■ Assignment ■
From the records below, find each line with the string "university" and copy it.

[Collected data entries]
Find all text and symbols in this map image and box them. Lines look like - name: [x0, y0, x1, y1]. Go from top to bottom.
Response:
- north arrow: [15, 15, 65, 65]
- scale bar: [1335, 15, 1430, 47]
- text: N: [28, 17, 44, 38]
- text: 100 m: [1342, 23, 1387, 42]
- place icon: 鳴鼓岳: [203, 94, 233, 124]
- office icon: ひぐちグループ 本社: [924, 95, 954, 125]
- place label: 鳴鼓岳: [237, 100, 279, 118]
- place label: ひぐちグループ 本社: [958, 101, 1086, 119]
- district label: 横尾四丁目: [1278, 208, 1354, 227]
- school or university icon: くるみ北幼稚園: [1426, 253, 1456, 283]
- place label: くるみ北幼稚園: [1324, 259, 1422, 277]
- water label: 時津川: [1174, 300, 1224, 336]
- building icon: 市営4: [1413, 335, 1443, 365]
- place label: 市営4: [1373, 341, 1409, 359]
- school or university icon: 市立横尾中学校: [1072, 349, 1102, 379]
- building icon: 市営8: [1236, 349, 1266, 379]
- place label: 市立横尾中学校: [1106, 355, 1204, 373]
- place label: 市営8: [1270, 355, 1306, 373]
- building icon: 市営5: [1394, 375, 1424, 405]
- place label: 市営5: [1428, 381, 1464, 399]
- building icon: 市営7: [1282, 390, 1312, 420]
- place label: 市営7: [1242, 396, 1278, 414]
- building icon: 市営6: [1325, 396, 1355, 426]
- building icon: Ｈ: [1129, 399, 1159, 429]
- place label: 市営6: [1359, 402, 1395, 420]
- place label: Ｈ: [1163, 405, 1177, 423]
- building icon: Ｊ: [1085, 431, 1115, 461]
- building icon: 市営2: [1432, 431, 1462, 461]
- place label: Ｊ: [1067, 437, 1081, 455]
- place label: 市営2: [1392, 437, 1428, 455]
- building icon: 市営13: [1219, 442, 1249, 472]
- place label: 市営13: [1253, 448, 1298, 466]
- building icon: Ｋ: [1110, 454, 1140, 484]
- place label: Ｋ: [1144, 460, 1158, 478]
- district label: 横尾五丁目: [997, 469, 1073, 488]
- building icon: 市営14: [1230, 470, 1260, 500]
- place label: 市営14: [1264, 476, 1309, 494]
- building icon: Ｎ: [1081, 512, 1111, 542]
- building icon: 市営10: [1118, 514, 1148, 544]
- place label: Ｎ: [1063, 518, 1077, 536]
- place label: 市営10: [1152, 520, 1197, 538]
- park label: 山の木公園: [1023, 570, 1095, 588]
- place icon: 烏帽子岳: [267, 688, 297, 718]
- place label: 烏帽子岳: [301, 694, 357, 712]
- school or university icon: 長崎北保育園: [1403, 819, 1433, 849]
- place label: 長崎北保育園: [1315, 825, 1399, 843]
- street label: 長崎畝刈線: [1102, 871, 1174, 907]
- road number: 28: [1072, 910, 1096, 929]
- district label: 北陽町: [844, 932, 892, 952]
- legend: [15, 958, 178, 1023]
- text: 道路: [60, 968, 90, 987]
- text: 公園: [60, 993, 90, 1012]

■ Exercise result ■
- school or university icon: くるみ北幼稚園: [1426, 253, 1456, 283]
- school or university icon: 市立横尾中学校: [1072, 349, 1102, 379]
- school or university icon: 長崎北保育園: [1403, 819, 1433, 849]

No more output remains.